College of Chemical and Biological Engineering, Zhejiang University, Hangzhou 310027, China.
Key Laboratory of Biomass Chemical Engineering of Ministry of Education, College of Chemical and Biological Engineering, Zhejiang University, Hangzhou 310027, China.
J Chem Inf Model. 2024 Nov 11;64(21):8131-8141. doi: 10.1021/acs.jcim.4c01358. Epub 2024 Oct 23.
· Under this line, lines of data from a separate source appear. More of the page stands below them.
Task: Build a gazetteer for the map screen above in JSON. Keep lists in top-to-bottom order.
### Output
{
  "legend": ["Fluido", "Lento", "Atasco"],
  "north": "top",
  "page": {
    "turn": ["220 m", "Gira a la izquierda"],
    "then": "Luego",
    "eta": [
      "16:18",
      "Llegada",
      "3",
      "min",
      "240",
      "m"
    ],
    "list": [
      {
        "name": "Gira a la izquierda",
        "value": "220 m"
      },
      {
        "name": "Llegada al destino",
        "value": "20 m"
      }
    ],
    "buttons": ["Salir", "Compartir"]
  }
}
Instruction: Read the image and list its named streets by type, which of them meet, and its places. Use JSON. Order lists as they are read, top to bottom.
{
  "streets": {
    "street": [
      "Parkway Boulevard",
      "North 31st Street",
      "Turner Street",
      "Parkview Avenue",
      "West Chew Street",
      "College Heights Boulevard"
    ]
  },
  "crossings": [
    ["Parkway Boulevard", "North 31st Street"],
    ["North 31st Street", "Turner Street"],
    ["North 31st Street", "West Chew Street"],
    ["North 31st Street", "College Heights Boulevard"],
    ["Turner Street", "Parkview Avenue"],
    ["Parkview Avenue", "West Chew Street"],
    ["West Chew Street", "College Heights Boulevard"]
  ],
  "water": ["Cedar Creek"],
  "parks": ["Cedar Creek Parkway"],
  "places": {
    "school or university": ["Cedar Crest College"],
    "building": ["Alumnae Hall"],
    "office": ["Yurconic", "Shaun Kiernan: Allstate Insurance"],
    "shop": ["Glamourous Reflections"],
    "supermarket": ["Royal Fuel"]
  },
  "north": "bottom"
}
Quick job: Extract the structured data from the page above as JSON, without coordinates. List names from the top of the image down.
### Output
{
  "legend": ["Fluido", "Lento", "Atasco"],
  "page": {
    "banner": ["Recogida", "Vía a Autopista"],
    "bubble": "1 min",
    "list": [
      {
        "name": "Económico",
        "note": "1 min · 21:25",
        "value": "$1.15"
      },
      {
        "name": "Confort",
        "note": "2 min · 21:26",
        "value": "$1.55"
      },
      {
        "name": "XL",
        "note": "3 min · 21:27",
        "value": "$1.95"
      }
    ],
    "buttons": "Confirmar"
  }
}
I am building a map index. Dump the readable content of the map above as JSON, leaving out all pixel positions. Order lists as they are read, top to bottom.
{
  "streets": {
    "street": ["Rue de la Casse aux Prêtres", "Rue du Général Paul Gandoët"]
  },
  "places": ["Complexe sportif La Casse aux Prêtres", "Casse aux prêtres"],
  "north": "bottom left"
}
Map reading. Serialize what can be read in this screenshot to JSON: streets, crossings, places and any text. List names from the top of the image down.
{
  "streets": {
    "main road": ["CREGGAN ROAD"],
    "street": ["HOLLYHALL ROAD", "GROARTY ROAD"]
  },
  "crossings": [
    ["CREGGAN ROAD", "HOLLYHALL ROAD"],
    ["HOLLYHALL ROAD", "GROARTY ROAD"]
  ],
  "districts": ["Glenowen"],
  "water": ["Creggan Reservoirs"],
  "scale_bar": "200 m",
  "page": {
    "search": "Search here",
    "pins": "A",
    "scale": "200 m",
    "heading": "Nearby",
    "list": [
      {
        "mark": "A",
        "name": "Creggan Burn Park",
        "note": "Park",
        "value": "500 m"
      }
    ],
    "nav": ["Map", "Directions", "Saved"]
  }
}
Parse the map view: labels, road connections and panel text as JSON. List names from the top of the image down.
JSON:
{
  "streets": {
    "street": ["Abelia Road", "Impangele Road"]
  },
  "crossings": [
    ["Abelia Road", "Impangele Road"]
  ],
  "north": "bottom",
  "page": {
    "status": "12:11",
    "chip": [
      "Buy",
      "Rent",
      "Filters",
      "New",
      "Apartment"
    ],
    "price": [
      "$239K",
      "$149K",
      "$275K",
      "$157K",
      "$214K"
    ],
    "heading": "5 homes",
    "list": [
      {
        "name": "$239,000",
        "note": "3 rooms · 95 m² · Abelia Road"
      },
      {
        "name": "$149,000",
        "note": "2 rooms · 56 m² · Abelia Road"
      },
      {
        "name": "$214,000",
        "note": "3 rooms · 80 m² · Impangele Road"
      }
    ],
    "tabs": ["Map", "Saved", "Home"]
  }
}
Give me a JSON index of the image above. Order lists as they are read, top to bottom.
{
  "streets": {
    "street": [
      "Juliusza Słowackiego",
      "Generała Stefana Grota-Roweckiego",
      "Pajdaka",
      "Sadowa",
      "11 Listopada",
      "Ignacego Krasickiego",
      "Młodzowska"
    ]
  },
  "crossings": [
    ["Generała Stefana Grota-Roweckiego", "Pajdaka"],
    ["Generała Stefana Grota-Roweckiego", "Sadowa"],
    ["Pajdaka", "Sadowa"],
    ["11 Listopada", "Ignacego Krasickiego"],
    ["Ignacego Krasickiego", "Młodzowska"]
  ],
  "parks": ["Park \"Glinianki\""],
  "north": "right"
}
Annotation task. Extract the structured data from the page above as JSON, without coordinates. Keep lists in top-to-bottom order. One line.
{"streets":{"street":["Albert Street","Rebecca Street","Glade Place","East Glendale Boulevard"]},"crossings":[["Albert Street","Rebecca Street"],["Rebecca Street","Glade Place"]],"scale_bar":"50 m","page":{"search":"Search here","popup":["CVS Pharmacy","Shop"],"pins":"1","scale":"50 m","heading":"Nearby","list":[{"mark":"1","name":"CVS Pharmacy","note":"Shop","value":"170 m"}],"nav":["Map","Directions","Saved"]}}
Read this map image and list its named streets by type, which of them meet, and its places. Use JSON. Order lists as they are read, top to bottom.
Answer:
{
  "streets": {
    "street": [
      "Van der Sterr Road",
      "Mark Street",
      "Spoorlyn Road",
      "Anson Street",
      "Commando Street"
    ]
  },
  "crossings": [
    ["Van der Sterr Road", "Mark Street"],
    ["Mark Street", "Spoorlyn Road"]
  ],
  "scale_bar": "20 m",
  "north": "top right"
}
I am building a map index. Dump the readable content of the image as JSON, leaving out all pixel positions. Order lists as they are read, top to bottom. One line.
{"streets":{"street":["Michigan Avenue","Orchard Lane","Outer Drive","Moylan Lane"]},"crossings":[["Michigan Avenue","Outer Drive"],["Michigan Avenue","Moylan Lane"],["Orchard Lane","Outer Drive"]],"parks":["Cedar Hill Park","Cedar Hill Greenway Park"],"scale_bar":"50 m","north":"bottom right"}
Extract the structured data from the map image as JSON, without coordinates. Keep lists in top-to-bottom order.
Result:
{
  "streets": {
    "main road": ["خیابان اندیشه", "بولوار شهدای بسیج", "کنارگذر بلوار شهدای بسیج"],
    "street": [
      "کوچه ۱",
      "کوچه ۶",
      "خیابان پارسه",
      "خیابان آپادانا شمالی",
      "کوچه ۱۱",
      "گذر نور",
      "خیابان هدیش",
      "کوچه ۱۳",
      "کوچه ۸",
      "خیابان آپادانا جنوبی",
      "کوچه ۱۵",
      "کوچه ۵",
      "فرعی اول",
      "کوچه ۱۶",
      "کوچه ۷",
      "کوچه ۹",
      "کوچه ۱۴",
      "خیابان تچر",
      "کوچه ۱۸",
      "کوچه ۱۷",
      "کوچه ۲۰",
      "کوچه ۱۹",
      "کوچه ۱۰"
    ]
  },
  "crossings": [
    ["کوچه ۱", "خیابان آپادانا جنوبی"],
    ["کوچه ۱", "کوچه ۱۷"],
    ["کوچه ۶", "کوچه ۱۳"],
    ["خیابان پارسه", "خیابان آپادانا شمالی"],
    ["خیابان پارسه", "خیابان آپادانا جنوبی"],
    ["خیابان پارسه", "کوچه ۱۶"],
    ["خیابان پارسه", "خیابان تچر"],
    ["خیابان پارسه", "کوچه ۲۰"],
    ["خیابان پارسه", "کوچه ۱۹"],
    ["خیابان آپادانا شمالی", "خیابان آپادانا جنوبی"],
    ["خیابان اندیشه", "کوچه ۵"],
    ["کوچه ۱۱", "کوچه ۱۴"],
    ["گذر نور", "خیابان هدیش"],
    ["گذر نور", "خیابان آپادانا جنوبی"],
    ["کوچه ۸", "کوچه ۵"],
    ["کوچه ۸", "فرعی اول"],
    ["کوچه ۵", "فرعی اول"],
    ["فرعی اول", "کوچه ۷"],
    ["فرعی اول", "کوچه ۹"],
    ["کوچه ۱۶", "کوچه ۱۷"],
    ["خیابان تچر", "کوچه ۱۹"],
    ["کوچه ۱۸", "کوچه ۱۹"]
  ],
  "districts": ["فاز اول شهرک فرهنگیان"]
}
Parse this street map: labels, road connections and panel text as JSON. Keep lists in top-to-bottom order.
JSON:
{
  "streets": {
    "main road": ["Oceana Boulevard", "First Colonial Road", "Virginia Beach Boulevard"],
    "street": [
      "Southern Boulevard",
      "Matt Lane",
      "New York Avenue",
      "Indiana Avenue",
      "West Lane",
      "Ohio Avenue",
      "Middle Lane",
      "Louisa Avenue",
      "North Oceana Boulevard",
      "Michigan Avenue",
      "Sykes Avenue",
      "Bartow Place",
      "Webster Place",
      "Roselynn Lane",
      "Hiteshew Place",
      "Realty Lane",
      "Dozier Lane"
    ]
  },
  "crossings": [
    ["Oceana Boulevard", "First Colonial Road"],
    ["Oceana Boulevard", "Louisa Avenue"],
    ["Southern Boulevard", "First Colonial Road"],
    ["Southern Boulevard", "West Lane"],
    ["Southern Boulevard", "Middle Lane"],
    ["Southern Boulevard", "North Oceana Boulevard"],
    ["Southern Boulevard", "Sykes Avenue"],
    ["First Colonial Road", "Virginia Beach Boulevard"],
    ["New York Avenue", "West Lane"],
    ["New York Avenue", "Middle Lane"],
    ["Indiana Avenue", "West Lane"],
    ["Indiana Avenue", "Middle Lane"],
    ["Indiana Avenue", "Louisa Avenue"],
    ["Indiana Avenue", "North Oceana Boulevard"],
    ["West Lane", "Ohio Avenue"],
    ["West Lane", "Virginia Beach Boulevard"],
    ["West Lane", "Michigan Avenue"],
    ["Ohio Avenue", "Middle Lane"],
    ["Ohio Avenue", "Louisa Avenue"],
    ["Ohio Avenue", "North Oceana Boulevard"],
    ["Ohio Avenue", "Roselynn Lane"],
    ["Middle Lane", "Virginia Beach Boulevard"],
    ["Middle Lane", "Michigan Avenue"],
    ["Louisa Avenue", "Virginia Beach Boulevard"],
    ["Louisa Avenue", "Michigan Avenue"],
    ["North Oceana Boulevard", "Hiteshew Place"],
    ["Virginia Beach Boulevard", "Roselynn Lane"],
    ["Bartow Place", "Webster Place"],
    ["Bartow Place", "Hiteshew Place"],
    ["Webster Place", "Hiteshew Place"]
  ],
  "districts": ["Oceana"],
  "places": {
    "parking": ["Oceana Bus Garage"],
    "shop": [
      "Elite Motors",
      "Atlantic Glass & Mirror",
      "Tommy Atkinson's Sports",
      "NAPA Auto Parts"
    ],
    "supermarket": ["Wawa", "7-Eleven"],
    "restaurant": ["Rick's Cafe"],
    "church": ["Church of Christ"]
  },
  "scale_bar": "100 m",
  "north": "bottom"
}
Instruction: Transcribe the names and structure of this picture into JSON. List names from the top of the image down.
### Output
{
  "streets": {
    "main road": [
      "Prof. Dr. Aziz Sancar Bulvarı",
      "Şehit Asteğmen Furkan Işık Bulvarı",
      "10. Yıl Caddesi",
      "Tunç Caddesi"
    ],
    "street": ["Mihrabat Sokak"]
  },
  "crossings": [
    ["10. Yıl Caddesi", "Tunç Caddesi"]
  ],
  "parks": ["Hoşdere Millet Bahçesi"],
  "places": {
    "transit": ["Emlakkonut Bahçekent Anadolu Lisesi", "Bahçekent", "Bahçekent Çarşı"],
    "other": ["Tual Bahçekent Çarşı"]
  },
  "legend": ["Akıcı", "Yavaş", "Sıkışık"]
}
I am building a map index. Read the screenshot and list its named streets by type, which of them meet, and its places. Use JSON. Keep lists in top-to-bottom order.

The prediction of the thermodynamic and kinetic properties of elementary reactions has shown rapid improvement due to the implementation of deep learning (DL) methods. While various studies have reported the success in predicting reaction properties, the quantification of prediction uncertainty has seldom been investigated, thus compromising the confidence in using these predicted properties in practical applications. Here, we integrated graph convolutional neural networks (GCNN) with three uncertainty prediction techniques, including deep ensemble, Monte Carlo (MC)-dropout, and evidential learning, to provide insights into the uncertainty quantification and utility. The deep ensemble model outperforms others in accuracy and shows the highest reliability in estimating prediction uncertainty across all elementary reaction property data sets. We also verified that the deep ensemble model showed a satisfactory capability in recognizing epistemic and aleatoric uncertainties. Additionally, we adopted a Monte Carlo Tree Search method for extracting the explainable reaction substructures, providing a chemical explanation for DL predicted properties and corresponding uncertainties. Finally, to demonstrate the utility of uncertainty qualification in practical applications, we performed an uncertainty-guided calibration of the DL-constructed kinetic model, which achieved a 25% higher hit ratio in identifying dominant reaction pathways compared to that of the calibration without uncertainty guidance.
由于深度学习(DL)方法的实施,基本反应的热力学和动力学性质的预测已经取得了快速的改进。虽然各种研究都报告了在预测反应性质方面的成功,但对预测不确定性的量化很少进行研究,从而影响了在实际应用中使用这些预测性质的信心。在这里,我们将图卷积神经网络(GCNN)与三种不确定性预测技术相结合,包括深度集成、蒙特卡罗(MC)-dropout 和证据学习,以深入了解不确定性量化和实用性。深度集成模型在准确性方面优于其他模型,并且在所有基本反应性质数据集上估计预测不确定性的可靠性最高。我们还验证了深度集成模型在识别认知和随机不确定性方面具有令人满意的能力。此外,我们采用了蒙特卡罗树搜索方法来提取可解释的反应子结构,为 DL 预测的性质及其相应的不确定性提供了化学解释。最后,为了展示不确定性在实际应用中的实用性,我们对 DL 构建的动力学模型进行了不确定性引导的校准,与没有不确定性引导的校准相比,在识别主要反应途径方面的命中率提高了 25%。